George J. Mitchell
Encyclopedia : G : GE : GEO : George J. Mitchell
- For other persons with a similar name, see George Mitchell
Early career
Mitchell's father George was a day labourer at Colby College and his mother Mary Saad was a textile worker who immigrated to the United States from Lebanon at the age of 18. He graduated from Bowdoin College in 1954. He was an attorney from the 1960s, receiving his law degree from the part-time program at Georgetown University. Mitchell received an honorary LL.D. from Bates College. He served as a trial attorney for the Antitrust Division of the United States Department of Justice in Washington, 1960-1962, and then as executive assistant to Senator Edmund S. Muskie 1962-1965. He practiced law in Portland, Maine, 1965-1977 and was assistant county attorney for Cumberland County, Maine in 1971.Political career
In 1974 he won the Democratic nomination for governor of Maine, defeating Joseph Brennan who would later win the office in another election. Mitchell lost in the general election to independent candidate James B. Longley. Mitchell was appointed United States Attorney for Maine by President Jimmy Carter in 1977 and he served in that capacity from 1977 to 1979 when he was appointed to the United States District Court for the District of Maine. Mitchell served as a federal judge until he was appointed to the United States Senate in May 1980 by the governor of Maine, Joseph Brennan, when Edmund Muskie resigned to become U.S. Secretary of State.He was elected to a full term in the Senate in 1982, reelected in 1988 and did not run for reelection in 1994. He rose quickly in the Senate Democratic leadership, serving as Deputy President pro tempore from 1987 to 1988. He then served as Senate Majority Leader from 1989 to 1995. In 1994, President Bill Clinton offered him a seat on the Supreme Court. He declined, citing his desire to focus on the health care plan that was then before the Senate.
After politics
After leaving the senate Mitchell joined the Washington, D.C. law firm Verner, Liipfert, Bernhard, McPherson and Hand; he later became the firm's chairman. He is also senior counsel to Preti, Flaherty, Beliveau, Pachios & Haley in Portland, Maine.Since 1995 he has been active in the Northern Ireland peace process. Mitchell first led a commission which established the principles on non-violence which all parties in Northern Ireland had to adhere to and subsequently chaired the all-party peace negotiations which led to the Belfast Peace Agreement signed on Good Friday 1998. Mitchell's personal intervention with the parties was crucial to the success of the talks.

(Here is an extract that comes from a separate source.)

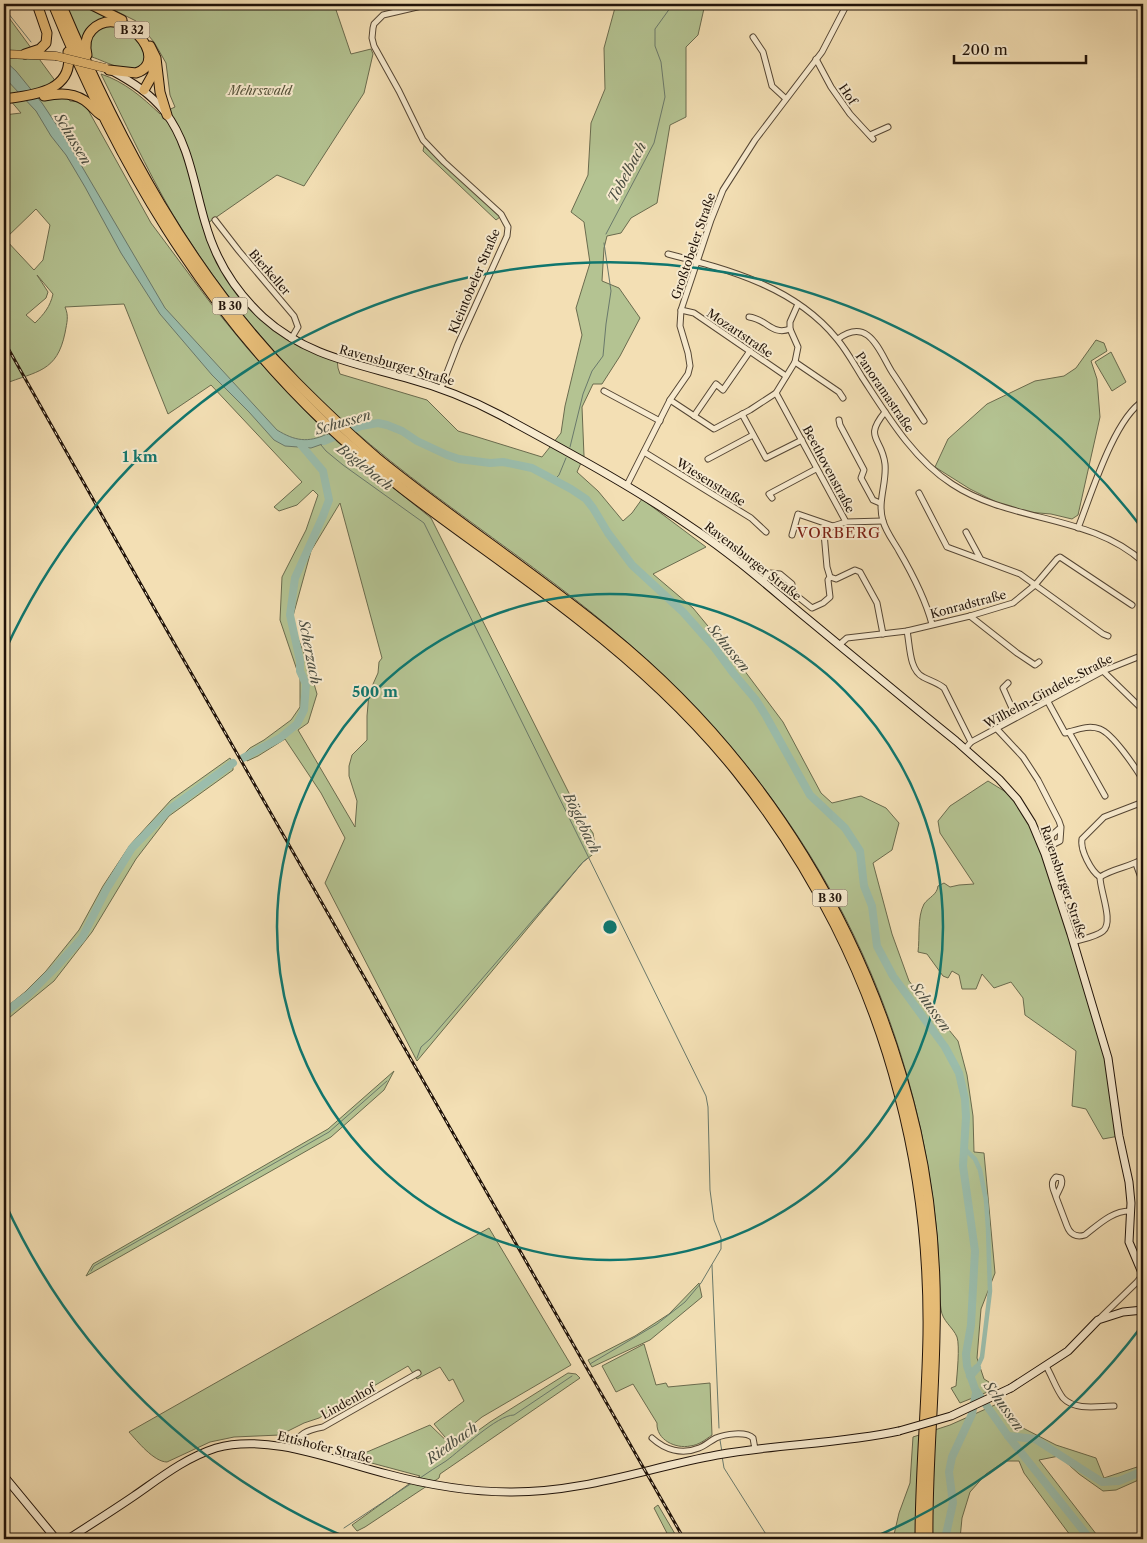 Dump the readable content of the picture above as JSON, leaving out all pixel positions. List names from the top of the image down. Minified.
{"streets":{"highway":["B 32","B 30"],"main road":["Ravensburger Straße","Ettishofer Straße"],"street":["Hof","Großtobeler Straße","Bierkeller","Kleintobeler Straße","Mozartstraße","Panoramastraße","Beethovenstraße","Wiesenstraße","Konradstraße","Wilhelm-Gindele-Straße","Lindenhof"]},"crossings":[["B 32","B 30"],["B 32","Ravensburger Straße"],["Hof","Großtobeler Straße"],["Großtobeler Straße","Mozartstraße"],["Großtobeler Straße","Ravensburger Straße"],["Großtobeler Straße","Panoramastraße"],["Großtobeler Straße","Wiesenstraße"],["Bierkeller","Ravensburger Straße"],["Kleintobeler Straße","Ravensburger Straße"],["Ravensburger Straße","Konradstraße"],["Ravensburger Straße","Wilhelm-Gindele-Straße"],["Lindenhof","Ettishofer Straße"]],"districts":["VORBERG"],"water":["Schussen","Tobelbach","Böglebach","Scherzach","Riedbach"],"parks":["Mehrswald"],"scale_bar":"200 m","rings":["1 km","500 m"]}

Since 2002, Mitchell has been a Senior Fellow and Senior Research Scholar at the Columbia University Center for International Conflict Resolution, where he works to help end or avert conflicts between nations.
He has frequently been mentioned in the past in conjunction with potential appointment for the position of Commissioner of Baseball, but nothing to accomplish this has ever been effected. He also has been mentioned in both 2000 and in 2004 as a potential Secretary of State for a Democratic administration, due to his role as Senate Leader and the Good Friday agreements.
He is the Chancellor of the Queen's University of Belfast, Northern Ireland, and namesake of the George J. Mitchell Scholarship, which sponsors graduate study for twelve Americans each year in the Republic of Ireland and Northern Ireland.
He is the founder of the Mitchell Institute, in Portland, Maine, whose mission is to increase the likelihood that young people from every community in Maine will aspire to, pursue and achieve a college education.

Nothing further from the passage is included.